Problem details =
Leave out the images and set down the records below exactly.

Stored data entries:
★ ★ ★ ★ ★ ★ ★

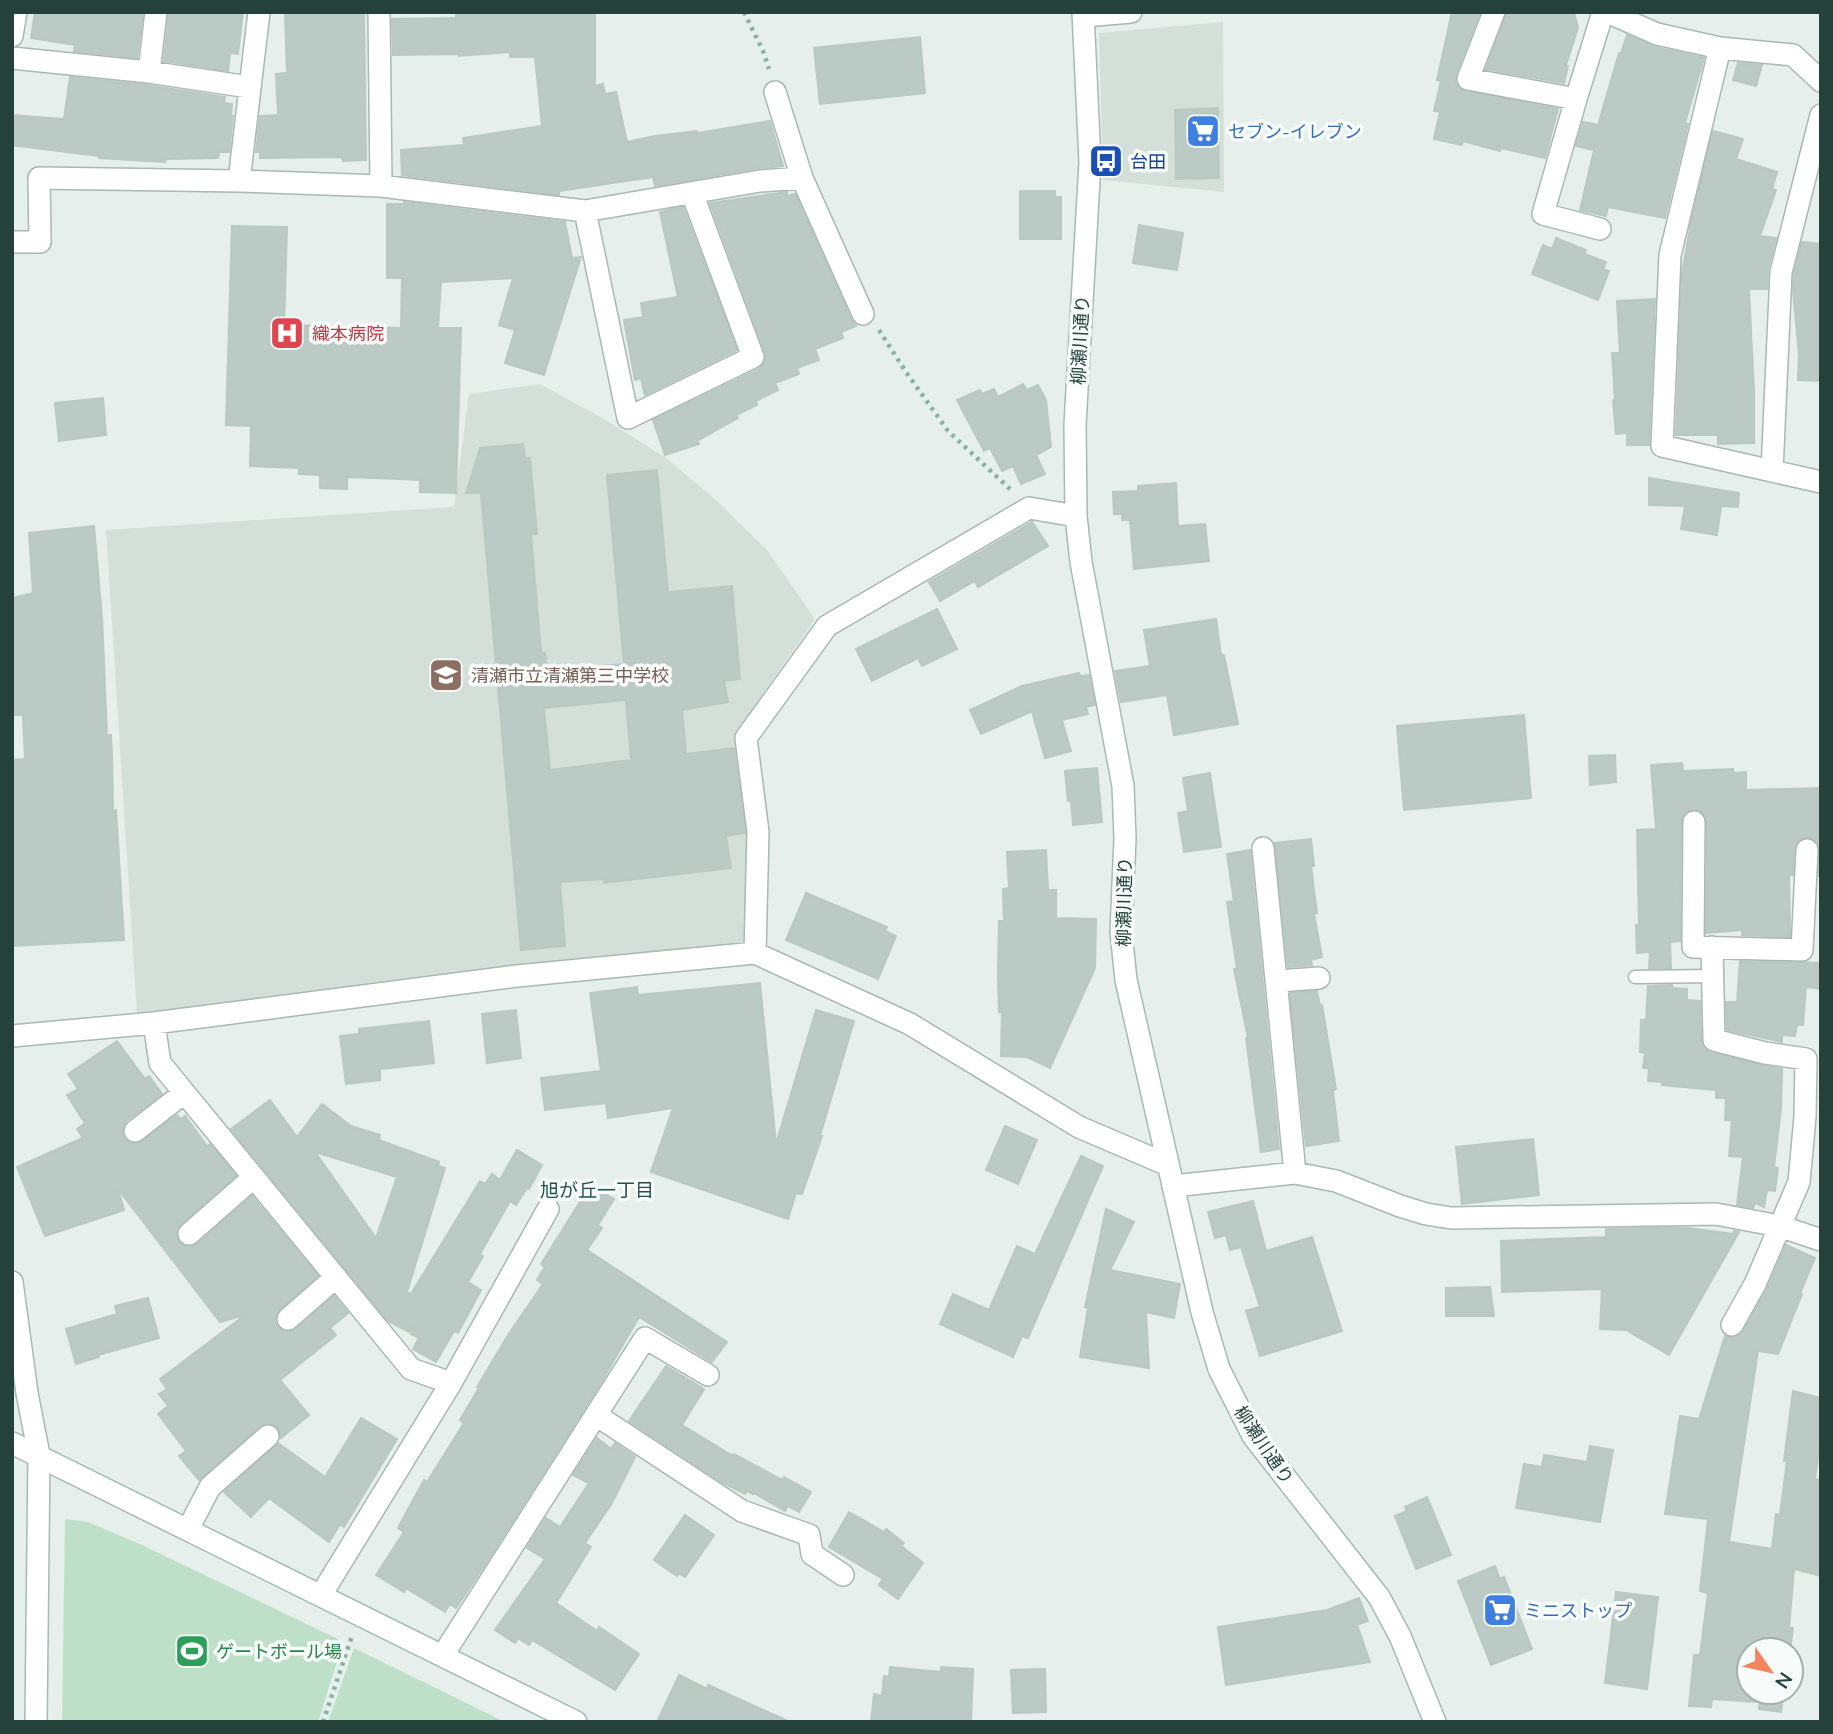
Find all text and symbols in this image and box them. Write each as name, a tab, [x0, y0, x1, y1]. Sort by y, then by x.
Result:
supermarket icon: セブン-イレブン	[1184, 112, 1222, 150]
place label: セブン-イレブン	[1228, 120, 1362, 143]
bus stop icon: 台田	[1087, 142, 1125, 180]
place label: 台田	[1130, 150, 1166, 173]
street label: 柳瀬川通り	[1066, 294, 1094, 386]
hospital icon: 織本病院	[268, 314, 306, 352]
place label: 織本病院	[312, 322, 384, 345]
school or university icon: 清瀬市立清瀬第三中学校	[427, 656, 465, 694]
place label: 清瀬市立清瀬第三中学校	[471, 664, 669, 687]
street label: 柳瀬川通り	[1112, 857, 1136, 947]
district label: 旭が丘一丁目	[540, 1178, 654, 1202]
street label: 柳瀬川通り	[1229, 1401, 1299, 1489]
supermarket icon: ミニストップ	[1481, 1591, 1519, 1629]
place label: ミニストップ	[1524, 1599, 1632, 1622]
sports icon: ゲートボール場	[173, 1632, 211, 1670]
north arrow	[1735, 1636, 1805, 1706]
place label: ゲートボール場	[216, 1640, 342, 1663]
text: N	[1770, 1668, 1798, 1693]

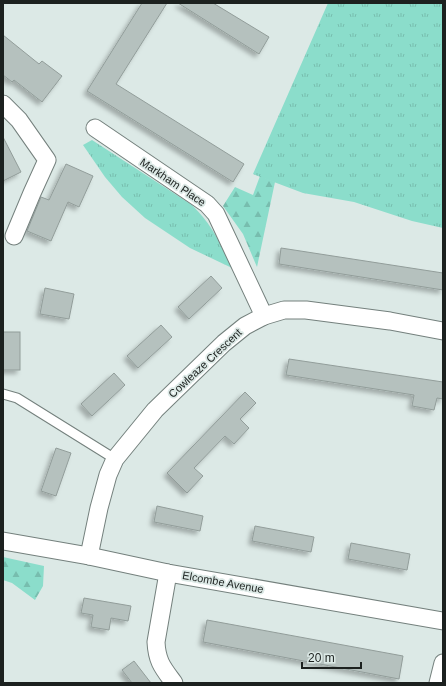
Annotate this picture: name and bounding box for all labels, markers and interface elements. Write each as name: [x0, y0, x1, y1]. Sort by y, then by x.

★ ★ ★ ★ ★ ★ ★

Task result =
Find all text and symbols in this image and box them. Write each as name, a tab, [x0, y0, x1, y1]. Sort by y, then by x.
Result:
supermarket icon: セブン-イレブン	[1184, 112, 1222, 150]
place label: セブン-イレブン	[1228, 120, 1362, 143]
bus stop icon: 台田	[1087, 142, 1125, 180]
place label: 台田	[1130, 150, 1166, 173]
street label: 柳瀬川通り	[1066, 294, 1094, 386]
hospital icon: 織本病院	[268, 314, 306, 352]
place label: 織本病院	[312, 322, 384, 345]
school or university icon: 清瀬市立清瀬第三中学校	[427, 656, 465, 694]
place label: 清瀬市立清瀬第三中学校	[471, 664, 669, 687]
street label: 柳瀬川通り	[1112, 857, 1136, 947]
district label: 旭が丘一丁目	[540, 1178, 654, 1202]
street label: 柳瀬川通り	[1229, 1401, 1299, 1489]
supermarket icon: ミニストップ	[1481, 1591, 1519, 1629]
place label: ミニストップ	[1524, 1599, 1632, 1622]
sports icon: ゲートボール場	[173, 1632, 211, 1670]
north arrow	[1735, 1636, 1805, 1706]
place label: ゲートボール場	[216, 1640, 342, 1663]
text: N	[1770, 1668, 1798, 1693]

Annotate this picture: name and bounding box for all labels, markers and interface elements. Write each as name: [x0, y0, x1, y1]. Sort by y, then by x.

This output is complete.